Hughes is one of England's most important contemporary poets. His bold, tough poetic rhythms and his obsession with primitivism and animal violence are best known to readers of his wholly original "Crow" poems. (See also Contemporary Authors, Vols. 1-4, rev. ed.)

At his worst [Hughes's] poems say "TAKE THAT!" He seems to boast that he can swallow more gore and nothingness than anyone else on the block. Over and over in his first volume, "The Hawk in the Rain," he sneers at human weakness; it is as if Death itself, salacious for fear and violence, had written these pitiless poems….

For the most part, only animals tug him to admiration; they release him for fire-fine empathy. His pike, otters, tomcats, pigs and dragonflies lend him their appetites, their guiltless desire for more. "Veterans of survival," they hearten him….

Then in "Wodwo" the human frailty of the first volume and the animal viciousness of the second snap together, and Hughes's animals learn to weep…. So it is that Hughes rounds to human weakness through the struggle, the hot solace, of the dumb beasts. He articulates in them his own apprehensions; they bear him blindly, prevent him from articulating himself away.

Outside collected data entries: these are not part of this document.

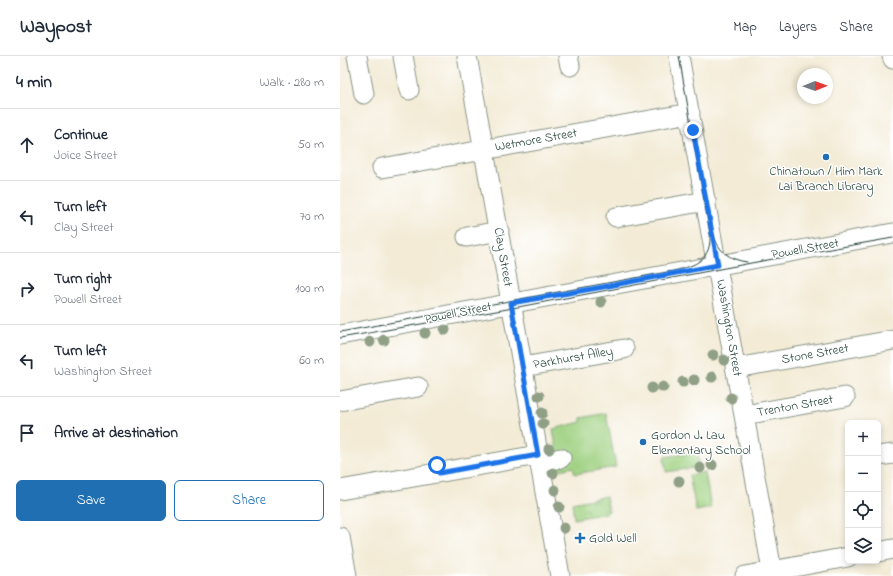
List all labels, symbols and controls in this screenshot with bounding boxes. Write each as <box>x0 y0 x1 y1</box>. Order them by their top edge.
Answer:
text: Waypost <box>20 14 92 41</box>
text: Map <box>733 17 757 38</box>
text: Layers <box>779 17 817 38</box>
text: Share <box>839 17 873 38</box>
north arrow <box>797 68 833 104</box>
text: 4 min <box>16 70 52 95</box>
text: Walk · 280 m <box>259 73 324 92</box>
route end <box>684 121 702 139</box>
street label: Wetmore Street <box>493 123 579 157</box>
text: Continue <box>54 124 108 146</box>
icon: ahead <box>16 134 38 156</box>
text: 50 m <box>298 135 324 154</box>
text: Joice Street <box>54 146 117 165</box>
marker: Chinatown / Him Mark Lai Branch Library <box>821 152 831 162</box>
place label: Chinatown / Him Mark Lai Branch Library <box>769 162 883 197</box>
text: Turn left <box>54 196 107 218</box>
icon: left <box>16 206 38 228</box>
text: 70 m <box>300 207 324 226</box>
text: Clay Street <box>54 218 114 237</box>
street label: Clay Street <box>487 226 518 289</box>
street label: Powell Street <box>770 234 841 264</box>
text: Turn right <box>54 268 112 290</box>
icon: right <box>16 278 38 300</box>
street label: Washington Street <box>710 278 747 379</box>
text: 100 m <box>295 279 324 298</box>
text: Powell Street <box>54 290 122 309</box>
street label: Powell Street <box>423 297 494 329</box>
street label: Stone Street <box>780 339 851 369</box>
text: Turn left <box>54 340 107 362</box>
street label: Parkhurst Alley <box>532 342 615 375</box>
icon: left <box>16 350 38 372</box>
text: 60 m <box>299 351 324 370</box>
text: Washington Street <box>54 362 152 381</box>
street label: Trenton Street <box>755 390 835 422</box>
map controls <box>845 420 881 564</box>
button: + <box>845 420 881 456</box>
icon: arrive <box>16 422 38 444</box>
text: Arrive at destination <box>54 422 178 444</box>
place label: Gordon J. Lau Elementary School <box>651 426 751 461</box>
marker: Gordon J. Lau Elementary School <box>638 437 648 447</box>
route start <box>428 456 446 474</box>
button: − <box>845 456 881 492</box>
button: Save <box>16 480 166 521</box>
button: Share <box>174 480 324 521</box>
button: locate <box>845 492 881 528</box>
button: layers <box>845 528 881 564</box>
place label: Gold Well <box>589 529 637 548</box>
marker: Gold Well <box>574 532 586 544</box>

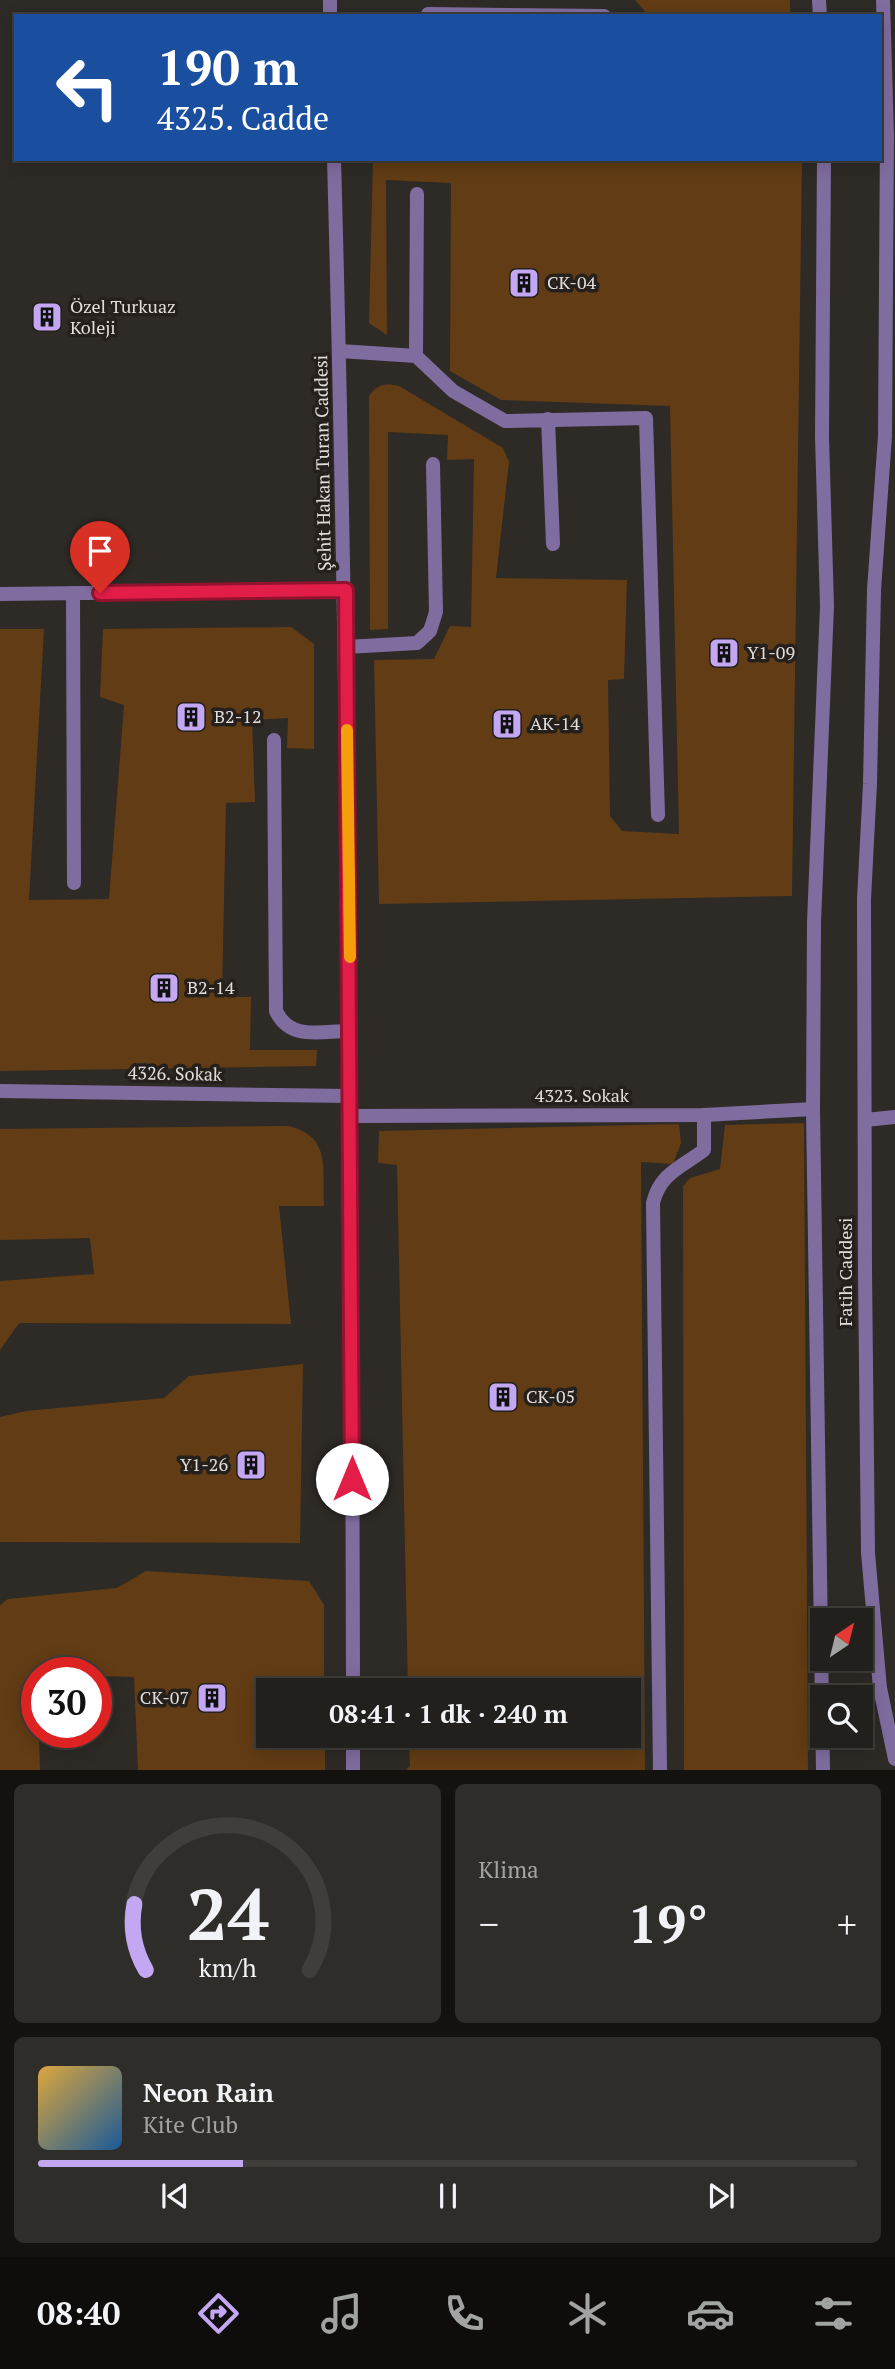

Crow adds comic stridency to this synthesis, gives Hughes the nucleus for innumerable farcical black situations, opens his poetry philosophically and dramatically. Greedy and indestructible as Crow is, he also incorporates the world-belittled human figures of the early poems, and Hughes treats him with a strained, disgusted compassion. Crow is a figment of genius, as impudently alive as Bugs Bunny or the Road Runner, yet a kind of philosophical kit. Through Crow's jump-gap poles of automatic appetite and mental quivering before the steaming horror of Creation, Hughes joins the twin nihilistic themes of the century—the Id and the Void—with witty and enormous invention.

Yet "Crow" suffers from being part of the thinning tail of modernism. It has so much to outshrill, its derisive and despairing stances are so familiar, that it seems more noise than news. Only its last-gamble dependence on the will to live and its cartoonizing of poetry and philosophy prove bold. Jaggedly exciting as the volume is, clever, resourceful, relentless, its gusto is achieved at the expense of the verbal subtlety, the poignant empathy, the mystery, of the earlier poems—poems with living, nonconceptual subjects, not flattened themes. "Crow" bangs with the tin of Hughes's will; for all its metaphysical gaping, it lacks the lifting note of wonder.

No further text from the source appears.